Mateus colocou a mão na testa.
— Você adivinha por que ela entrou no meu carro e ficou puxando assunto?
— Por quê?
— Ela queria que eu a ensinasse técnicas de hacker. Eu não aceitei, e ela me ignorou. Quando estava saindo do carro, disse para eu pensar no assunto, que ter a amizade dela valeria muito a pena.

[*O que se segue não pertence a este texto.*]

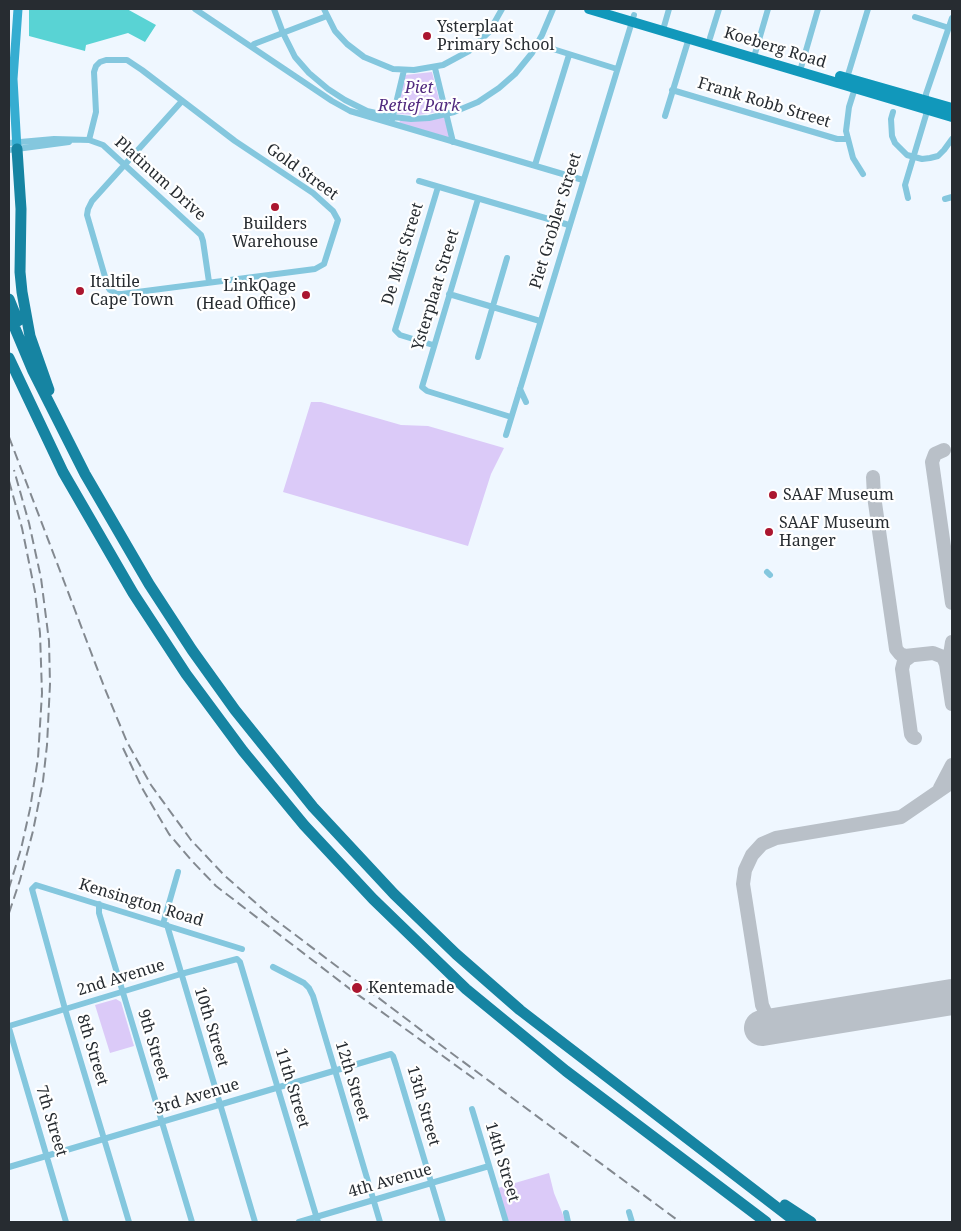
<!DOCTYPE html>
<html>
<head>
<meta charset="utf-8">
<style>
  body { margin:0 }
  #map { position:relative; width:961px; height:1231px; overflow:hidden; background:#eff7ff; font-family:"Noto Serif",serif }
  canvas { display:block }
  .frame { position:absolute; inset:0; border:10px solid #272c31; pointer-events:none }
</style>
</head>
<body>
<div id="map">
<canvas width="961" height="1231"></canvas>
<div class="frame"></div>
</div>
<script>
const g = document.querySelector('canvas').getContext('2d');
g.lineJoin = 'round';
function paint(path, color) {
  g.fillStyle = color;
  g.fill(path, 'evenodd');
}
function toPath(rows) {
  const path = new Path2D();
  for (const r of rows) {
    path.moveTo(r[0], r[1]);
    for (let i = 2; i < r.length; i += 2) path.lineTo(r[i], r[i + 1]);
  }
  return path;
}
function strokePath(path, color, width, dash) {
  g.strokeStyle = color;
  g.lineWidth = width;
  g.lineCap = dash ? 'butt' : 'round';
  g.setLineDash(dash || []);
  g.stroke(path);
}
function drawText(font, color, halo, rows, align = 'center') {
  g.font = font + ' "Noto Serif",serif';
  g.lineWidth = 4.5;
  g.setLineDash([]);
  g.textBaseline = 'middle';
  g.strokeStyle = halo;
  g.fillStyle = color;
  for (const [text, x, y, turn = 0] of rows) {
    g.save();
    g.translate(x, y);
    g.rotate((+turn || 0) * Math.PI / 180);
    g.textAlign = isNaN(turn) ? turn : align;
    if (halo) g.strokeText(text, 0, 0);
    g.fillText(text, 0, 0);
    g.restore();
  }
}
paint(toPath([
  [432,72,442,111,419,115,397,114,405,75],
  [444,117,450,138,399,123,400,121],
  [311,402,321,402,401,425,428,426,504,448,491,474,468,546,283,492],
  [116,999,121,1002,134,1046,110,1053,95,1005],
  [549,1173,554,1193,566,1222,508,1222,498,1188]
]), '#dbcaf8');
paint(toPath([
  [29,9,127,9,156,25,145,42,128,33,86,45,85,51,29,36]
]), '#59d3d4');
strokePath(toPath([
  [944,450,935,454,932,462,952,603],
  [873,477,874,496,896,649,900,654,905,656,933,653,943,657,946,664,952,704],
  [911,656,904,661,902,669,911,734,913,737,915,738],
  [948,668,952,642],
  [940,788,952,765],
  [790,1023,779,1023,772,1020,766,1014,762,1005,743,884,745,870,752,855,762,844,776,838,901,817,952,782]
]), '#b9c0c8', 14);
strokePath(toPath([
  [762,1028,952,997]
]), '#b9c0c8', 36);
strokePath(toPath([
  [195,9,332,101,350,111,583,180],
  [274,9,283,33,295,57,309,73,328,89,345,100,367,111,393,117,411,119,429,118,454,112,478,102,499,88,515,74,532,53,542,35,553,9],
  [324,9,335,31,347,44,364,57,393,69,414,70,443,65,469,51,489,32,502,9],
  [915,17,949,28],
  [663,30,669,9],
  [710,38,719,9],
  [537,44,617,69],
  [252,47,254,44,327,16],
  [754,57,768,9],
  [435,68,453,142],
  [800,71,818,9],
  [847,78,868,9],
  [855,88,849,107,846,131,853,158,863,174],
  [672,90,837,139,847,139],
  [893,112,891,119,892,136,895,143,907,155,922,159,930,158,938,156,944,150,952,139],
  [665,116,689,38],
  [392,120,404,70],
  [89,140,96,112,94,72,96,66,100,62,106,60,127,60,142,70,235,141,313,193,333,211,338,220,324,264,315,269,122,294,117,294,110,290,108,287,87,215,88,209,92,201,182,101],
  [9,143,54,139,89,140,103,145,201,235,203,241,209,282],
  [9,150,69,142],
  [535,165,569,55],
  [419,181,569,225],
  [908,198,905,185,926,115,926,94,952,18],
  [478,199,422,387,427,391,511,417],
  [945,199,952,197],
  [449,294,540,321],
  [433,345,400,335,395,330,438,187],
  [478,357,507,258],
  [520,389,526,402],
  [506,435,634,15],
  [767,572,770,575],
  [99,904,99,913,192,1222],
  [163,924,178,872],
  [167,925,255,1222],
  [273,967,304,983,309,988,313,996,380,1222],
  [9,1026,181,974,237,959,240,962,318,1222],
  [9,1028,66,1222],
  [472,1109,506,1222],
  [9,1167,391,1054,393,1056,396,1065,443,1222],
  [629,1212,632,1222],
  [566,1213,568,1222],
  [129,1222,65,1009,32,889,36,885,242,949],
  [299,1222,489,1166]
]), '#84c7de', 6);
strokePath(toPath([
  [17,149,13,79,18,9]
]), '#36add1', 9);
strokePath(toPath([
  [589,9,952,117],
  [840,76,952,108]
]), '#1198bb', 10);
strokePath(toPath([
  [17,149,21,209,20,272,22,292,30,336,49,390],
  [9,299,18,321],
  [9,314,33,371,85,474,149,584,192,650,235,710,313,807,394,894,456,954,520,1010,796,1222],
  [9,358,63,472,133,593,186,674,243,751,304,825,373,899,466,989,566,1071,766,1222],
  [785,1205,811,1222]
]), '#1684a2', 11);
strokePath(toPath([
  [9,437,105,689,127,742,151,785,191,840,225,876,273,918,450,1052,680,1222],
  [9,481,22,528,35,592,40,633,42,693,38,758,30,809,21,849,9,888],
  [123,748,142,788,169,834,192,861,216,886,350,989,476,1080],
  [9,913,20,880,33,831,43,781,47,745,50,684,49,641,41,578,29,523,14,470]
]), '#838990', 2, [10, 5]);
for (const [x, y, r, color] of [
  [427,36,5,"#ab162f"],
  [275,207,5,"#ab162f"],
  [80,291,5,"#ab162f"],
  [306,295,5,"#ab162f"],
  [773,495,5,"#ab162f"],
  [769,532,5,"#ab162f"],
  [357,988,6,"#ab162f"]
]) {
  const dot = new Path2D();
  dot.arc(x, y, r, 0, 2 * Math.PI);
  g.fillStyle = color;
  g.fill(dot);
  strokePath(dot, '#fff', 2);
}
drawText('16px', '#272c31', '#fff', [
  ["Ysterplaat",437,27],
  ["Primary School",437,45],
  ["Builders",275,224,"center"],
  ["Warehouse",275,242,"center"],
  ["Italtile",90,282],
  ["Cape Town",90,300],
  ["LinkQage",296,286,"right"],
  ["(Head Office)",296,304,"right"],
  ["SAAF Museum",783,495],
  ["SAAF Museum",779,523],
  ["Hanger",779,541],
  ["Kentemade",368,988]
], 'left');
drawText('16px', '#272c31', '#fff', [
  ["Koeberg Road",775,48,17],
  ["Frank Robb Street",764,103,17],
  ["Gold Street",302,172,36],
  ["Platinum Drive",160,179,42],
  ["Piet Grobler Street",556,221,-73],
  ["De Mist Street",403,254,-73],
  ["Ysterplaat Street",436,290,-73],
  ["Kensington Road",141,903,17],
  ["2nd Avenue",121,978,-17],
  ["10th Street",211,1027,73],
  ["9th Street",153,1045,73],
  ["8th Street",92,1050,73],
  ["12th Street",352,1081,73],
  ["11th Street",292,1088,73],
  ["3rd Avenue",197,1097,-17],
  ["13th Street",423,1106,74],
  ["7th Street",51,1121,73],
  ["14th Street",502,1162,73],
  ["4th Avenue",390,1181,-16]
]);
drawText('italic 16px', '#512a7f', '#fff', [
  ["Piet",419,88],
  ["Retief Park",419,106]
]);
</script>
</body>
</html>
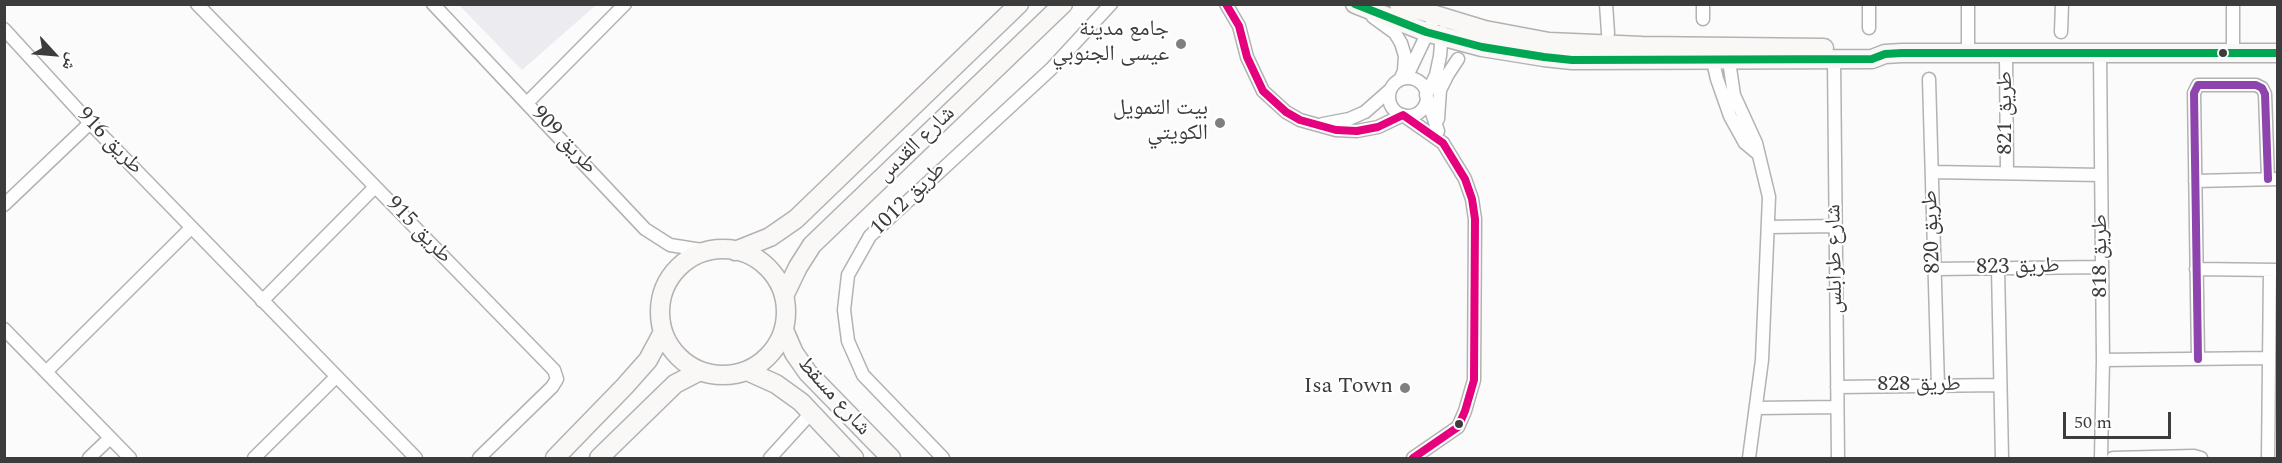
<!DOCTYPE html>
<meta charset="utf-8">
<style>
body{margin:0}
#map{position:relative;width:2282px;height:463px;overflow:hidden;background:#fbfbfc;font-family:Spectral,"Noto Naskh Arabic",serif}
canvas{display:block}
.frame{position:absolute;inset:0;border:6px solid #3c3c3d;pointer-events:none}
.north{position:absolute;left:24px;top:24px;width:60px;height:60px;-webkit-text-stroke:4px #fff;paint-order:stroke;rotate:116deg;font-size:16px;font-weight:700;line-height:24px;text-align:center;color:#3c3c3d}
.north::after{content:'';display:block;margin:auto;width:21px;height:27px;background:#3c3c3d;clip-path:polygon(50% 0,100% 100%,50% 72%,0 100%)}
.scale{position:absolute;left:2063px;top:412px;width:108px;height:27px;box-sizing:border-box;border:3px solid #3c3c3d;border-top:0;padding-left:8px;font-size:18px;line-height:21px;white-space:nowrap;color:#3c3c3d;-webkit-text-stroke:4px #fff;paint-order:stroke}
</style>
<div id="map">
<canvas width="2282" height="463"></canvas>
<div class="frame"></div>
<div class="north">ش</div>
<div class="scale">50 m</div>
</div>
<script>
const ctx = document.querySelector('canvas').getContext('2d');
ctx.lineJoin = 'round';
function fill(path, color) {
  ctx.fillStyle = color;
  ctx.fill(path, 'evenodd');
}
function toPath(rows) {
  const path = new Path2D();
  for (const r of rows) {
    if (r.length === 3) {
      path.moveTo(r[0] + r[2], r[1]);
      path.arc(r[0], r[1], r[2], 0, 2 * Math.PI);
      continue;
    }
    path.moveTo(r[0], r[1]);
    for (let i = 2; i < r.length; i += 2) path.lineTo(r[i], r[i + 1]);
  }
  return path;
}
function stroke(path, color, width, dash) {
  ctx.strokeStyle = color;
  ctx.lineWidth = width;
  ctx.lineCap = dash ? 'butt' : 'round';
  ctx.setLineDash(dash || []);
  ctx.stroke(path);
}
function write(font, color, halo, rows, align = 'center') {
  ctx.font = font + ' Spectral,"Noto Naskh Arabic",serif';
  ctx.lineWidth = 4.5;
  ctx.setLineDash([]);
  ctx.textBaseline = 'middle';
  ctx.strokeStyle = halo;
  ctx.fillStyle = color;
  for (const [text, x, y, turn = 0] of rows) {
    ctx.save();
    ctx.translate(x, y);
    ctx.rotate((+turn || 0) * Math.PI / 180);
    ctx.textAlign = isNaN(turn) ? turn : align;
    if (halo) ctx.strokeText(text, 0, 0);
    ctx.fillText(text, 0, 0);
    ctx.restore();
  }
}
fill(toPath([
 [459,5,596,5,522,70]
]), '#ebebf0');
const street = toPath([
 [197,4,554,370,557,379,552,387,479,458],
 [433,4,645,229,670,245,708,251],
 [1226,4,1239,26,1247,57,1263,91,1286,112,1300,120,1336,130,1357,131,1378,127,1403,115,1443,143,1465,179,1472,199,1475,219,1474,380,1465,411,1458,427,1413,458],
 [1606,4,1608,33],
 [1703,4,1703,19],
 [1869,4,1869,28],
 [2233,4,2233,53],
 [1373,17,1395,33,1401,43,1405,56,1404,71,1400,80],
 [4,29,90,123,416,458],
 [2061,32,2062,4],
 [1711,53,1717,79,1730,116,1745,143,1757,153],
 [2100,53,2103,360,2101,458],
 [1728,54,1734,95,1756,143,1769,197,1762,360,1749,458],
 [1968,54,1968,4],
 [2006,54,2007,173],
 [1834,60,1838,458],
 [1408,74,1435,17],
 [1408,97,19],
 [1929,79,1938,386],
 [527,103,625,4],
 [1438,119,1440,90,1448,74,1458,59],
 [1323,124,1349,119,1365,112,1390,90],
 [1438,131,1426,95,1436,75,1440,56,1442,32],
 [1932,172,2101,175],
 [2195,181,2278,179],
 [4,205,90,123],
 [1768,227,1836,226],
 [1998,268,2002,458],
 [1935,269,2102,267],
 [2196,269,2276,270],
 [262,301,375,187],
 [4,329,130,458],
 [2198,359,2194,93,2198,85,2256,85,2262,88,2265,94,2268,179],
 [2103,360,2269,358],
 [46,372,191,228],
 [1837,387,2000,385],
 [1757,408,1837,407],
 [89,458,110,438],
 [254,458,336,377],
 [770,458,811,413],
 [943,458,863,375,848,341,844,310,848,275,870,236,1051,69,1111,4],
 [2113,458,2194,456,2201,458],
 [2268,458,2270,270]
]);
const secondary = toPath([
 [1355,4,1426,32,1482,47,1544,57,1572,60,1872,59,1885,54,1902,53,2278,53],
 [1399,4,1485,30,1549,42,1642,46,1824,48],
 [723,312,63],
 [735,251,770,237,796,219,1019,4],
 [784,296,798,267,812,245,1063,4],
 [784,330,794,353,808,373,891,458],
 [747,371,776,384,801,402,854,458],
 [555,458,625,386,648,360,663,332],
 [599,458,675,384,700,371]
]);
stroke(street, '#b2b2b3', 15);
stroke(secondary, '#b2b2b3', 21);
stroke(street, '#fefeff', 12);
stroke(secondary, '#faf7f7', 18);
stroke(toPath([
 [1226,4,1239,26,1247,57,1263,91,1286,112,1300,120,1336,130,1357,131,1378,127,1403,115,1443,143,1465,179,1472,199,1475,219,1474,380,1465,411,1458,427,1413,458]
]), '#e5007d', 8);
stroke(toPath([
 [1355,4,1426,32,1482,47,1544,57,1572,60,1872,59,1885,54,1902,53,2278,53]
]), '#00a651', 8);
stroke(toPath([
 [2198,359,2194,93,2198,85,2256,85,2262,88,2265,94,2268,179]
]), '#8e44ad', 8);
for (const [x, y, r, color] of [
 [1181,44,6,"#7f7f80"],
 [2223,53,5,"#3c3c3d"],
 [1220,123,6,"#7f7f80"],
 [1405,388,6,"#7f7f80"],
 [1459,424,5,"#3c3c3d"]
]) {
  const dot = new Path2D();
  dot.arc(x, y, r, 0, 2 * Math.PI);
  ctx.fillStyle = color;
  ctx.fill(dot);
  stroke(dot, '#fff', 2);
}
write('22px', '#3c3c3d', '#fff', [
 ["جامع مدينة",1169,31],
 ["عيسى الجنوبي",1169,56],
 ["بيت التمويل",1208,110],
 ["الكويتي",1208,135],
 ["Isa Town",1393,388]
], 'right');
write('22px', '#3c3c3d', '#fff', [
 ["طريق 821",2007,113,-90],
 ["طريق 909",563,141,47],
 ["طريق 916",109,142,46],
 ["شارع القدس",917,145,-44],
 ["طريق 1012",909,200,-44],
 ["طريق 915",418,231,46],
 ["طريق 820",1933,232,-92],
 ["طريق 818",2102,256,-90],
 ["شارع طرابلس",1836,259,-91],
 ["طريق 823",2018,268,-1],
 ["طريق 828",1919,386],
 ["شارع مسقط",833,397,48]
]);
</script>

— Hahaha... É bem o estilo da minha irmãzinha.
Lúcio imaginava a cena de Mateus engolindo a seco.
— Hahaha, mas ela não mentiu, se você se tornar amigo dela, vai valer muito a pena.
...
No dia seguinte, após a prova, Tainá se apressou para visitar o Sr. Lira, o gerente das forças do mestre na capital, e levou-lhe uma garrafa de vinho doce especial de Valenúbia e um pacote de chá branco.
Embora o mestre fosse quem mandasse por ali, manter um bom relacionamento com seus subordinados também era importante.
Ontem, quando foi ver o irmão mais velho, levou uma porção; e esta noite, quando for à Família Lopes, teria que levar duas, uma para Felipe Lopes e outra para a avó, e não ligaria para os outros.
Fossem parentes ou não, Tainá não iria bajular quem não se importava com ela e com quem não se dava bem.